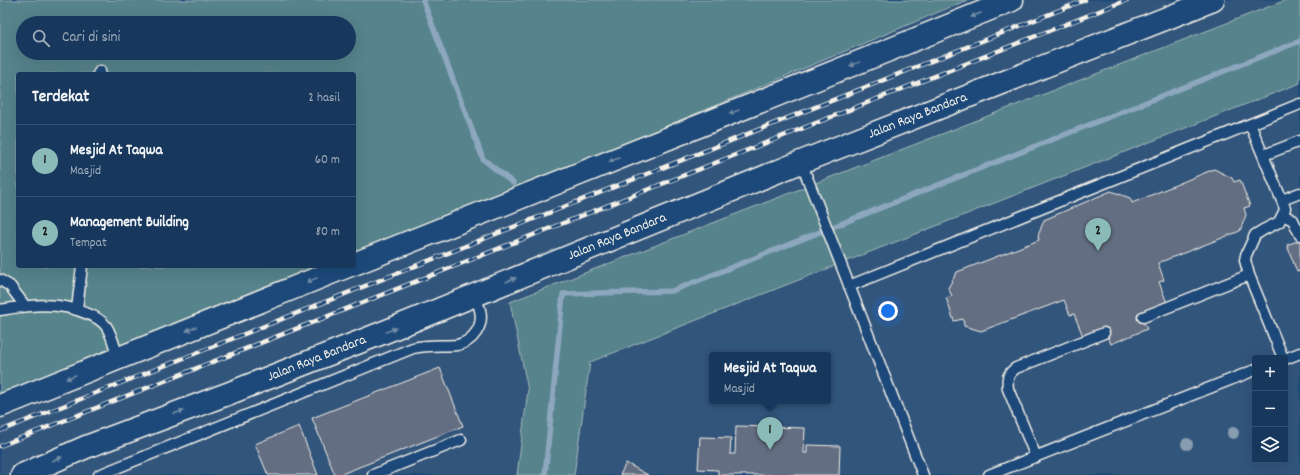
<!DOCTYPE html>
<html lang="id">
<meta charset="utf-8">
<style>
:root{--surface:#17385c;--page:#244365;--text:#f1f3f6;--muted:#9eacbb;--line:#365272;--accent:#8bbbb9}
body{margin:0;font-family:Dekko,sans-serif;background:var(--page);color:var(--text)}
.controls{position:absolute;right:12px;bottom:12px;display:grid;overflow:hidden;border-radius:4px;box-shadow:0 4px 16px #0002}
.controls button{width:36px;height:36px;display:grid;place-items:center;padding:0;border:0;border-bottom:1px solid var(--line);background:var(--surface);color:var(--text);font:20px sans-serif}
.you{position:absolute;left:888px;top:311px;width:14px;height:14px;margin:-10px;border:3px solid #fff;border-radius:50%;background:#1a73e8;box-shadow:0 0 0 6px #1a73e833}
.badge{display:grid;place-items:center;width:26px;height:26px;border-radius:50%;background:var(--accent);color:#111;font-size:13px;font-weight:700}
.pin{position:absolute;translate:-50% -33px;filter:drop-shadow(0 1px 2px #0008)}
.pin::after{content:'';position:absolute;top:21px;width:14px;height:12px;background:inherit;clip-path:polygon(0 0,100% 0,50% 100%)}
.popup{position:absolute;left:709px;top:352px;width:122px;height:52px;box-sizing:border-box;display:grid;place-content:center;border-radius:4px;background:var(--surface);filter:drop-shadow(0 1px 3px #0005);font-size:13px;white-space:nowrap;color:var(--muted)}
.popup b{font-size:15px;color:var(--text)}
.popup::after{content:'';position:absolute;left:50%;top:100%;margin-left:-8px;border:8px solid transparent;border-top-color:var(--surface)}
.list{margin:0;padding:0;list-style:none}
h2{display:flex;justify-content:space-between;align-items:center;height:52px;margin:0;padding:0 16px;font-size:17px}
h2 small{font-size:13px;font-weight:400;color:var(--muted)}
.list li{display:grid;grid-template-columns:26px 1fr auto;gap:12px;align-items:center;box-sizing:border-box;height:72px;padding:0 16px;border-top:1px solid var(--line)}
.list b{display:block;font-size:15px;white-space:nowrap}
.list p{margin:0;font-size:13px;white-space:nowrap;color:var(--muted)}
.list em{font-size:13px;font-style:normal;color:var(--muted)}
.icon{flex:none;width:22px;height:22px;fill:none;stroke:currentColor;stroke-width:2;stroke-linecap:round;stroke-linejoin:round}
.map{position:relative;flex:none;width:1300px;height:475px;overflow:hidden}
.search{position:absolute;background:var(--surface);box-shadow:0 4px 16px #0002;left:16px;top:16px;width:340px;height:44px;display:flex;align-items:center;gap:10px;box-sizing:border-box;padding:0 14px;border-radius:22px;color:var(--muted);font-size:15px}
.panel{position:absolute;background:var(--surface);box-shadow:0 4px 16px #0002;left:16px;top:72px;width:340px;height:196px;border-radius:4px}
.map>svg:first-child{display:block}
.built{fill:#33557c;fill-rule:evenodd}
.green{fill:#56838c;stroke:#a5baba;fill-rule:evenodd}
.lines{fill:none;stroke-linecap:round;stroke-linejoin:round}
.stream{stroke:#8da7bf;stroke-width:5.5}
.building{fill:#636e82;stroke:#f4f1e8}
.service-casing{stroke:#f4f1e8;stroke-width:13}
.tertiary-casing{stroke:#f4f1e8;stroke-width:25}
.service{stroke:#1f4a7a;stroke-width:10}
.tertiary{stroke:#1f4a7a;stroke-width:22}
.rail-casing{stroke:#f4f1e8;stroke-width:4.5}
.rail{stroke:#1f4a7a;stroke-width:3;stroke-dasharray:9;stroke-linecap:butt}
.tree{fill:#879caf}
.oneway{fill:#748da6}
.labels{text-anchor:middle;dominant-baseline:central;stroke-width:4;stroke-linejoin:round;paint-order:stroke}
.street-label{font-size:14px;fill:#f4f1e8;stroke:#1f4a7a}
</style>
<div class="map">
<svg width="1300" height="475" viewBox="0 0 1300 475">
<rect width="100%" height="100%" fill="#1f4a7a"/>
<filter id="ink" filterUnits="userSpaceOnUse"><feTurbulence type="fractalNoise" baseFrequency=".025" numOctaves="2"/><feDisplacementMap in="SourceGraphic" scale="8" xChannelSelector="R" yChannelSelector="G"/><feConvolveMatrix kernelMatrix="1 2 1 2 8 2 1 2 1" color-interpolation-filters="sRGB"/></filter>
<g filter="url(#ink)">
<!-- built -->
<path class="built" d="M0,0H1300V475H0ZM23,23H349V53H23ZM18,74H354V266H18ZM712,355H828V401H712ZM1255,358H1285V460H1255Z"/>
<!-- green -->
<path class="green" d="M0,0H967L354,257V74H18V266H333L0,406ZM23,23H349V53H23Z
M1286,0H1300V83L590,362L574,475H517L528,390L510,302Z"/>
<g class="lines">
<!-- stream -->
<path class="stream" d="M423,0L483,159L513,183
M545,475L563,294L672,291L1300,41"/>
</g>
<!-- building -->
<path class="building" d="M1214,169L1232,178L1234,182L1240,180L1250,206L1244,208L1246,215L1240,231L1158,263L1164,280L1159,282L1167,303L1140,314L1147,329L1111,344L1104,328L1083,336L1074,314L1070,315L1064,300L981,331L964,326L963,319L954,321L946,298L952,296L948,288L957,272L1039,240L1038,236L1044,220L1111,191L1130,198L1132,203Z
M1300,240V271L1297,272L1287,245Z
M440,368L463,426L339,475H335L312,418Z
M299,426L318,475H268L255,444Z
M736,426L805,428L804,453H807V445L840,446L839,475H718V470L698,469L700,437L731,438L730,454H735Z
M626,463L648,475H620Z"/>
<g class="lines">
<defs>
<path id="service" d="M98,74L100,71
M1250,124L1285,208L1284,212L1279,222L1263,230L1255,235L1246,255L1245,260L1249,275L1283,358
M1264,155L1300,141
M801,162L923,475
M1282,200L1300,193
M1283,215L1293,220L1300,235
M0,280L10,286L25,306
M849,286L1300,104
M77,309L82,266
M0,310C30,305 59,301 88,314C94,316 102,321 106,326C112,334 115,349 118,358
M1143,317L1249,275
M1285,359L1300,353
M1036,457L1008,389C1007,379 1007,374 1016,368L1104,333
M99,475L413,348C427,345 442,346 457,345C473,342 484,326 480,310C479,305 476,300 474,295
M373,475L461,440
M989,475L1255,370"/>
<g id="tertiary">
<path d="M354,264L894,48L1012,0"/>
<path d="M0,406L348,266"/>
<path id="s1" d="M22,475L86,447L230,393L382,333L801,162L1213,0"/>
</g>
</defs>
<!-- service casing -->
<use href="#service" class="service-casing"/>
<!-- tertiary casing -->
<use href="#tertiary" class="tertiary-casing"/>
<!-- service -->
<use href="#service" class="service"/>
<!-- tertiary -->
<use href="#tertiary" class="tertiary"/>
<defs>
<path id="rail" d="M0,431L1085,0
M0,446L1127,0"/>
</defs>
<!-- rail casing -->
<use href="#rail" class="rail-casing"/>
<!-- rail -->
<use href="#rail" class="rail"/>
</g>
<!-- trees -->
<g class="tree">
<circle cx="1233" cy="433" r="6"/>
<circle cx="1187" cy="444" r="6"/>
</g>
<!-- one-way arrows -->
<defs><path id="oneway-solid" d="M-6-.8H1V-3.2L6.5 0L1 3.2V.8H-6Z"/></defs>
<g class="oneway">
<use href="#oneway-solid" transform="translate(976 15) rotate(158)"/>
<use href="#oneway-solid" transform="translate(855 64) rotate(158)"/>
<use href="#oneway-solid" transform="translate(734 112) rotate(158)"/>
<use href="#oneway-solid" transform="translate(614 160) rotate(158)"/>
<use href="#oneway-solid" transform="translate(312 280) rotate(158)"/>
<use href="#oneway-solid" transform="translate(511 280) rotate(-22)"/>
<use href="#oneway-solid" transform="translate(191 329) rotate(158)"/>
<use href="#oneway-solid" transform="translate(391 330) rotate(-22)"/>
<use href="#oneway-solid" transform="translate(71 377) rotate(158)"/>
<use href="#oneway-solid" transform="translate(179 412) rotate(-20)"/>
<use href="#oneway-solid" transform="translate(57 459) rotate(-23)"/>
</g>
</g>
<g class="labels">
<!-- street labels -->
<g class="street-label">
<text stroke="none"><textPath href="#s1" startOffset="965">Jalan Raya Bandara</textPath></text>
<text stroke="none"><textPath href="#s1" startOffset="641">Jalan Raya Bandara</textPath></text>
<text stroke="none"><textPath href="#s1" startOffset="317">Jalan Raya Bandara</textPath></text>
</g>
</g>
</svg>
<div class="controls">
<button>+</button>
<button>−</button>
<button><svg class="icon" aria-label="layers" viewBox="0 0 24 24"><path d="M12 4l9 5-9 5-9-5zM3 14l9 5 9-5"/></svg></button>
</div>
<div class="you"></div>
<div class="pin badge" style="left:770px;top:450px">1</div>
<div class="popup"><b>Mesjid At Taqwa</b>Masjid</div>
<div class="pin badge" style="left:1098px;top:251px">2</div>
<div class="search"><svg class="icon" aria-label="search" viewBox="0 0 24 24"><circle cx="10" cy="10" r="6"/><path d="M15 15l6 6"/></svg>Cari di sini</div>
<section class="panel">
<h2>Terdekat<small>2 hasil</small></h2>
<ul class="list">
<li><span class="badge">1</span><div><b>Mesjid At Taqwa</b><p>Masjid</p></div><em>60 m</em></li>
<li><span class="badge">2</span><div><b>Management Building</b><p>Tempat</p></div><em>80 m</em></li>
</ul>
</section>
</div>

> Task statement: Where in the entries above does the word "service" appear? Copy each line that has it.

> The answer:
.service-casing{stroke:#f4f1e8;stroke-width:13}
.service{stroke:#1f4a7a;stroke-width:10}
<path id="service" d="M98,74L100,71
<!-- service casing -->
<use href="#service" class="service-casing"/>
<!-- service -->
<use href="#service" class="service"/>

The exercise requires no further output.